> [Work required]: Which of the lines in the data mention the string "wash"? List them all.

Dataset entries:
[Start of section]
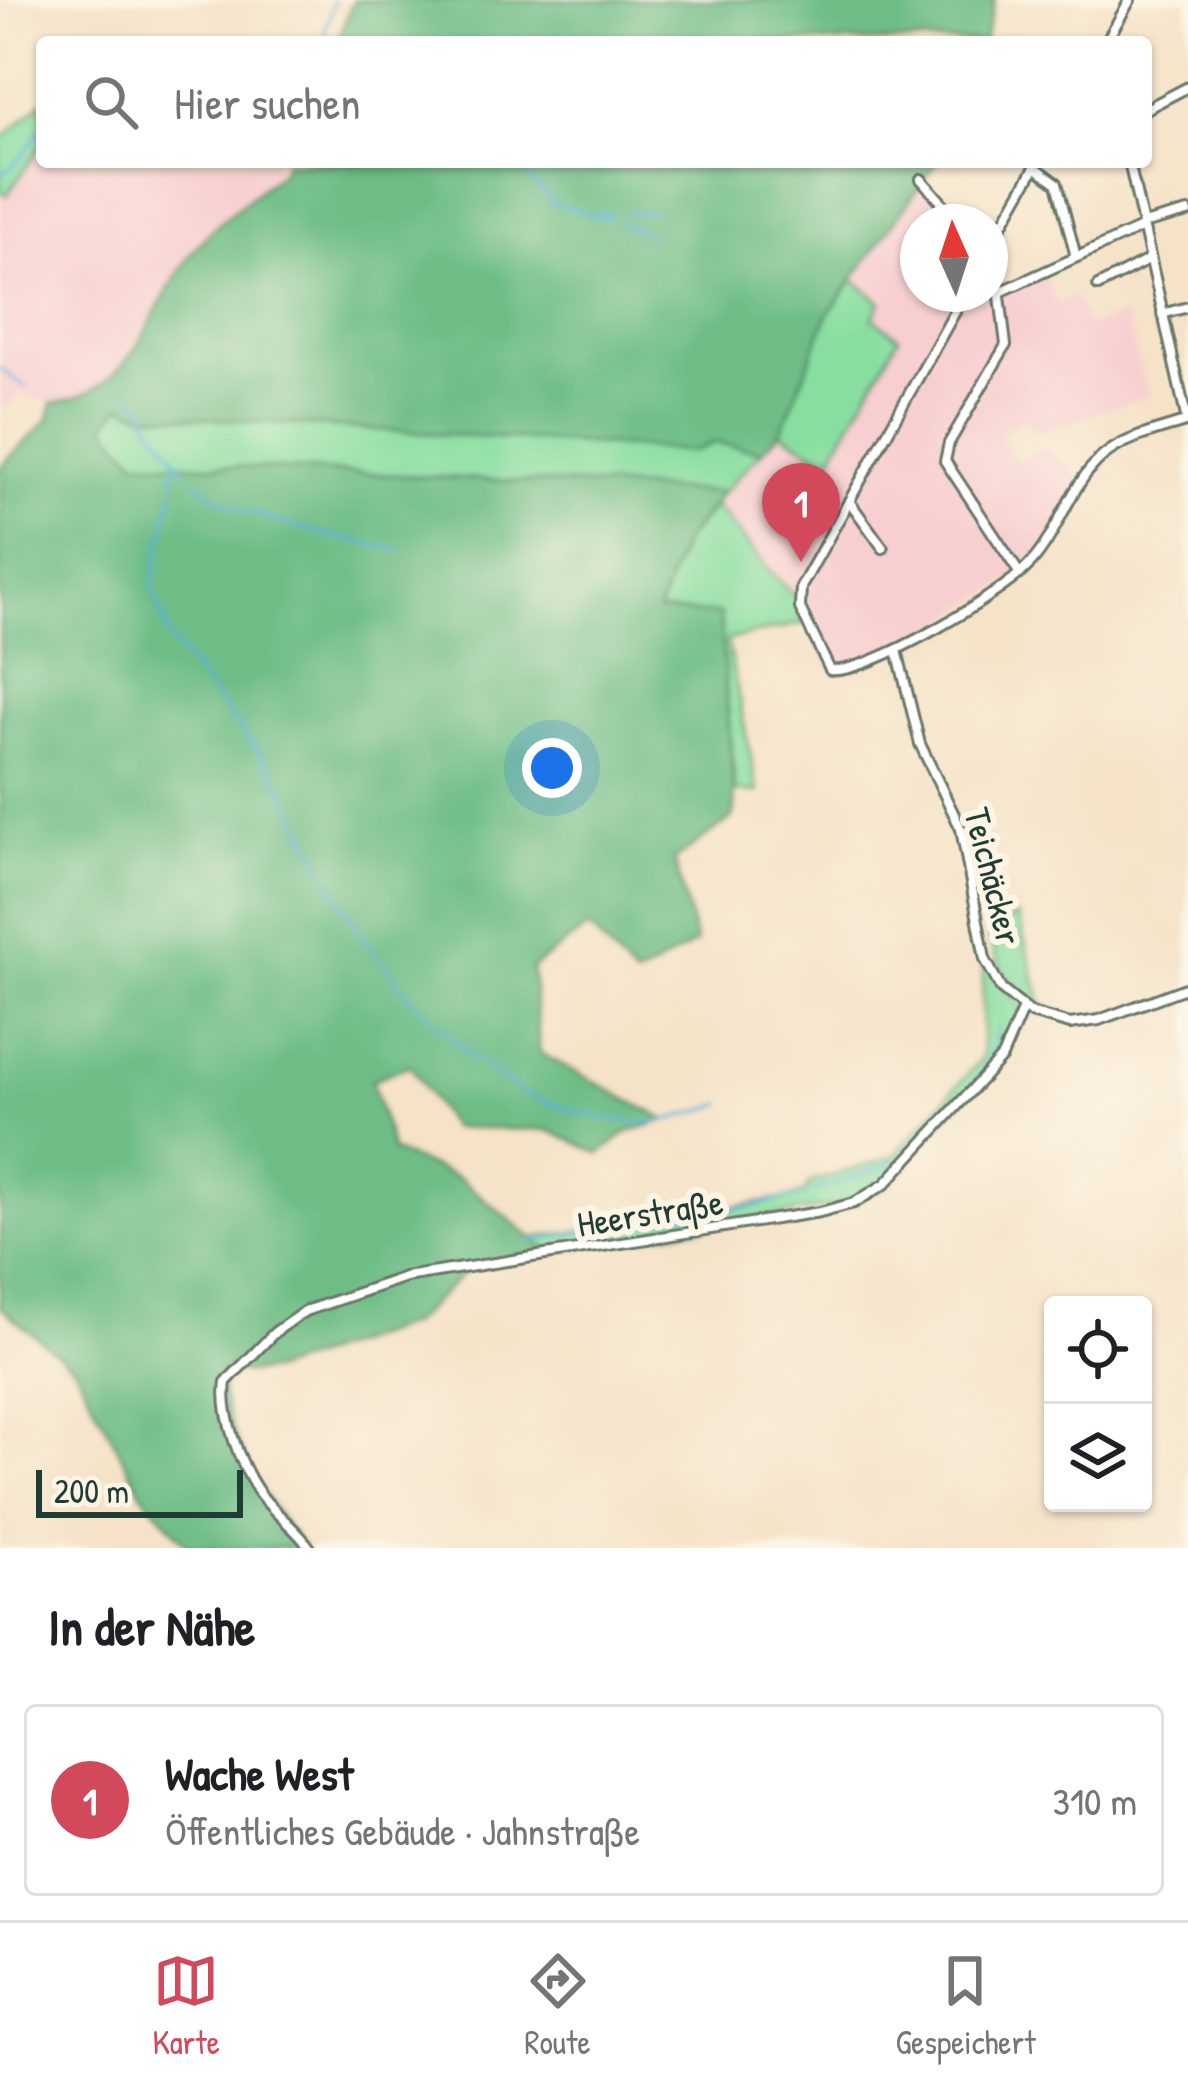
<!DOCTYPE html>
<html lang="de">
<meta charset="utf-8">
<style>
:root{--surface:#fff;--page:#f2f2f2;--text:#202124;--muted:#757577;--line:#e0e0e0;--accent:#d1495b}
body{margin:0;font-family:"Patrick Hand",sans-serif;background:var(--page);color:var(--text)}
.controls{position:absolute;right:36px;bottom:36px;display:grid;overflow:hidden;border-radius:12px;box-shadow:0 3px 9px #0004}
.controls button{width:108px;height:108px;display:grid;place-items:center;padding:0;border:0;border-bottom:3px solid var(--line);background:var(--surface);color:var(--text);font:60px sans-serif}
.compass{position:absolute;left:900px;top:204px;width:108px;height:108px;border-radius:50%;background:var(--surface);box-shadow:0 3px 9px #0004;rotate:357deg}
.scale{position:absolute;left:36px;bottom:30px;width:207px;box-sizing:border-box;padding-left:12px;border:6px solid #1f3d34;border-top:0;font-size:33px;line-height:42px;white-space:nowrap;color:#1f3d34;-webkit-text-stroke:9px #fcf5e5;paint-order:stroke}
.you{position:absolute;left:552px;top:768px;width:42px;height:42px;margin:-30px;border:9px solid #fff;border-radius:50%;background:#1a73e8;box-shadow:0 0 0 18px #1a73e833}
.badge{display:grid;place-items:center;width:78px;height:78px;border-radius:50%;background:var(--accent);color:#fff;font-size:39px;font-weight:700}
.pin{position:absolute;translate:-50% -99px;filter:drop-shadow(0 3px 6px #0008)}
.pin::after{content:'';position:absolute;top:63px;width:42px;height:36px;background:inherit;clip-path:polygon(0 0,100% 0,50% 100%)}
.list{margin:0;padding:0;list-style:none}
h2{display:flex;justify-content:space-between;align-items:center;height:156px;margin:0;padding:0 48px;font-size:51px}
h2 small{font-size:39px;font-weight:400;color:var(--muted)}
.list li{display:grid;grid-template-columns:78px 1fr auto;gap:36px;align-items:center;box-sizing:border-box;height:192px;margin:0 24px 24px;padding:0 24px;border:3px solid var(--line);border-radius:12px}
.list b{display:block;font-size:45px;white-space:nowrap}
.list p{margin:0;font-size:39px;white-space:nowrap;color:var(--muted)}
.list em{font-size:39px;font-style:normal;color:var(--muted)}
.icon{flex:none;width:66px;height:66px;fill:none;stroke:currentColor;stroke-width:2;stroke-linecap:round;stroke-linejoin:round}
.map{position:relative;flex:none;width:1188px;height:1548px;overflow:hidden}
.search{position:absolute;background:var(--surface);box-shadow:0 3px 9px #0004;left:36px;right:36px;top:36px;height:132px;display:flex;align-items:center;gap:30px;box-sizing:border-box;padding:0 42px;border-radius:12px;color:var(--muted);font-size:45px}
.sheet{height:372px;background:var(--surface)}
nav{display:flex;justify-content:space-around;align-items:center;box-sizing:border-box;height:168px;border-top:3px solid var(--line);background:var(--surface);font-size:33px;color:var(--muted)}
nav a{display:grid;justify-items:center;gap:6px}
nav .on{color:var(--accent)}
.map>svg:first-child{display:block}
.built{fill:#f7cfd0}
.green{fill:#88dea1;stroke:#548e6a;stroke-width:3}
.forest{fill:#6ebd87;stroke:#467d5e;stroke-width:3}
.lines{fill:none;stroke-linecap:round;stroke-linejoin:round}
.stream{stroke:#5cb0d8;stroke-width:3}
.minor-casing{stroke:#6a7767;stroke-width:14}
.minor{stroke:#fff;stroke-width:8}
.labels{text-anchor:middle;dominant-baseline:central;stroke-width:12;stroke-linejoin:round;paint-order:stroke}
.street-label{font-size:36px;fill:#1f3d34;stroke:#fcf5e5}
</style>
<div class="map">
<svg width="1188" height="1548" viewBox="0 0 1188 1548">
<rect width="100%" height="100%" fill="#fcf5e5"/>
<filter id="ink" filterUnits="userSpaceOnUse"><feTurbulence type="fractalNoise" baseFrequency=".00833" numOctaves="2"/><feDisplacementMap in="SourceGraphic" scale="24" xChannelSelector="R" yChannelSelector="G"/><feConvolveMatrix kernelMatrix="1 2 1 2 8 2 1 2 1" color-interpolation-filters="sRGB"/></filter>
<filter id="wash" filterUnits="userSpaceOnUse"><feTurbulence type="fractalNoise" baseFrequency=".004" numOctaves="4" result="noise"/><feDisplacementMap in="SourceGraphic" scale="48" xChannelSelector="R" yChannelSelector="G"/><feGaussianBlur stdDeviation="2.7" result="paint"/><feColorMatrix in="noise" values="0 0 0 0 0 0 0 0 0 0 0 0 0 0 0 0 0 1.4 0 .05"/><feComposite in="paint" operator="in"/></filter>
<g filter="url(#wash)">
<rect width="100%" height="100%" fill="#f5e2c7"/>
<g class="built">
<polygon points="42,139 42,162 272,162 282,171 193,250 110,382 74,400 52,403 22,394 0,413 0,171"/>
<polygon points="924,182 959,222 918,222 918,294 990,294 990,265 1000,291 1043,272 1057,303 1075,295 1086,326 1126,314 1148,396 1052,428 1035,431 1024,420 1000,432 1016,462 1046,447 1082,479 1041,551 1020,574 897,650 830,670 798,598 774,576 715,506 781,432 828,462 872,318 881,301 854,280"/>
</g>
<g class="green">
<polygon points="42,102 42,144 7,195 0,191 0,141"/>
<polygon points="854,280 881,302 873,318 899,337 829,462 781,432 828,314"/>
<polygon points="121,406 145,414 693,451 715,443 762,451 723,492 163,463 135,460 104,426"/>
<polygon points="715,506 774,576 798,598 805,623 727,640 758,792 735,792 720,615 658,612 682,544"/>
<path d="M1018,916L1044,1011C1008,991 996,966 987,927Z"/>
<polygon points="988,965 1023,1008 1005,1052 885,1184 854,1203 550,1252 533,1238 789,1198 806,1192 809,1183 893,1157 982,1058 983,967"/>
</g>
<g class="forest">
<polygon points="353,0 995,0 984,42 337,42"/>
<path d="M285,162H937L828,314L781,432L762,451L715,443L693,451L145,414L121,406L105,425L135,460L163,463L723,492L682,544L658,611L720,614L735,811L731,819L674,860L696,942L635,978L588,927L532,968L540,1053L666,1120L628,1132L600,1154L547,1130L451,1128L410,1065L372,1080L392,1151L459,1178L550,1252L470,1267L411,1324L273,1371L244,1373L229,1368L220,1372C225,1440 262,1496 303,1548H190L143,1495L75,1368L0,1307V467L49,419L52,403C137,392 147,311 192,253C215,222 253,197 282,171Z"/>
</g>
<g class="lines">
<g class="stream">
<polyline points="322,42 334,0"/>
<polyline points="514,162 553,203 608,219"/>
<polyline points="0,176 22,157 42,127"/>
<polyline points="624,212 654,212"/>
<polyline points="597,213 613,213"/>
<polyline points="619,222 651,236"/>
<polyline points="0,368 25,387"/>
<polyline points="126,394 146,407 149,422 175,456 174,483"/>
<polyline points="177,459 186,472"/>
<path d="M196,482C221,514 359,544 400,549"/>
<polyline points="173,493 152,584 170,639 274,772 324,870"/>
<path d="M329,879C365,952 465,1072 543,1101C570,1111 605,1119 633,1122C661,1126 696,1111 723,1104"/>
<polyline points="986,1065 995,1048 997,1029"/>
<polyline points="814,1191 902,1160"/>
<polyline points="674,1216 752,1207 806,1194"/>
<polyline points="530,1241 665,1217"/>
</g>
</g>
</g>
<g filter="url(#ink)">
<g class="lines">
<defs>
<g id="minor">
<polyline points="1106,42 1130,0"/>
<polyline points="1146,109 1188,87"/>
<polyline points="1129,162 1187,421"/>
<polyline points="1035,167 1057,183 1076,257"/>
<polyline points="921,179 959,222"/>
<polyline points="1143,224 1188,212"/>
<polyline points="990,246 1038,162"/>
<polyline points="990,265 998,280 1006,345 949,443 945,461 1020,574"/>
<polyline points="1098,286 1150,259"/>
<polyline points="1000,292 1143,227"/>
<path d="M965,294L801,587L800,608L830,670C866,676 1006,592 1031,563C1060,531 1069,485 1103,456C1126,437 1160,430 1188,421"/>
<polyline points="1162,314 1188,307"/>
<polyline points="849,501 883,548"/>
<polyline points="897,650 920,744 961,829 985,959 1001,989 1031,1013 1070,1024 1099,1020 1188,987"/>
<path d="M310,1548C295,1527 272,1512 258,1491C240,1464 221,1415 226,1382L275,1332L305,1311L405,1277L820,1212L854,1203L885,1184L1002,1057L1023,1008"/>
</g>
</defs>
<use href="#minor" class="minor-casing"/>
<use href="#minor" class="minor"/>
</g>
</g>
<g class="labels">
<g class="street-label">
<text transform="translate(994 876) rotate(76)">Teichäcker</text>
<text transform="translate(650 1212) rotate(-9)">Heerstraße</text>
</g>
</g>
</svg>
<div class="controls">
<button><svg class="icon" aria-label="locate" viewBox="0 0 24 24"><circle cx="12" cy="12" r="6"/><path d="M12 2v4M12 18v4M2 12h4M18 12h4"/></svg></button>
<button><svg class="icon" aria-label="layers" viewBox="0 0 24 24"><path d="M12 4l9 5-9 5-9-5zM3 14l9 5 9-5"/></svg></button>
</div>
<svg class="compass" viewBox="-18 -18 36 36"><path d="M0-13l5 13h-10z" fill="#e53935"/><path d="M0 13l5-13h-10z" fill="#757577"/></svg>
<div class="scale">200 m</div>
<div class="you"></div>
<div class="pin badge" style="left:801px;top:562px">1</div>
<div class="search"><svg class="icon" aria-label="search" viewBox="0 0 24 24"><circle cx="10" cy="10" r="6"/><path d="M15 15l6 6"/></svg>Hier suchen</div>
</div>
<section class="sheet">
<h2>In der Nähe<small></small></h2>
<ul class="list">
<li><span class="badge">1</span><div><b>Wache West</b><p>Öffentliches Gebäude · Jahnstraße</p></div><em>310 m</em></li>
</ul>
</section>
<nav>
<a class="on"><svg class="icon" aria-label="map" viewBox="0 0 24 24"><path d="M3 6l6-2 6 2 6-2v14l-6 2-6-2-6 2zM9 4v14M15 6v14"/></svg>Karte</a>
<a><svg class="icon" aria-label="directions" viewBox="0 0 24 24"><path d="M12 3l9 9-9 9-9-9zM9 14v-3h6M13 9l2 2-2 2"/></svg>Route</a>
<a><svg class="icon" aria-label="saved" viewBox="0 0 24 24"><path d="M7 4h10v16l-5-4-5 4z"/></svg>Gespeichert</a>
</nav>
[End of section]
> [Response to this task]:
<filter id="wash" filterUnits="userSpaceOnUse"><feTurbulence type="fractalNoise" baseFrequency=".004" numOctaves="4" result="noise"/><feDisplacementMap in="SourceGraphic" scale="48" xChannelSelector="R" yChannelSelector="G"/><feGaussianBlur stdDeviation="2.7" result="paint"/><feColorMatrix in="noise" values="0 0 0 0 0 0 0 0 0 0 0 0 0 0 0 0 0 1.4 0 .05"/><feComposite in="paint" operator="in"/></filter>
<g filter="url(#wash)">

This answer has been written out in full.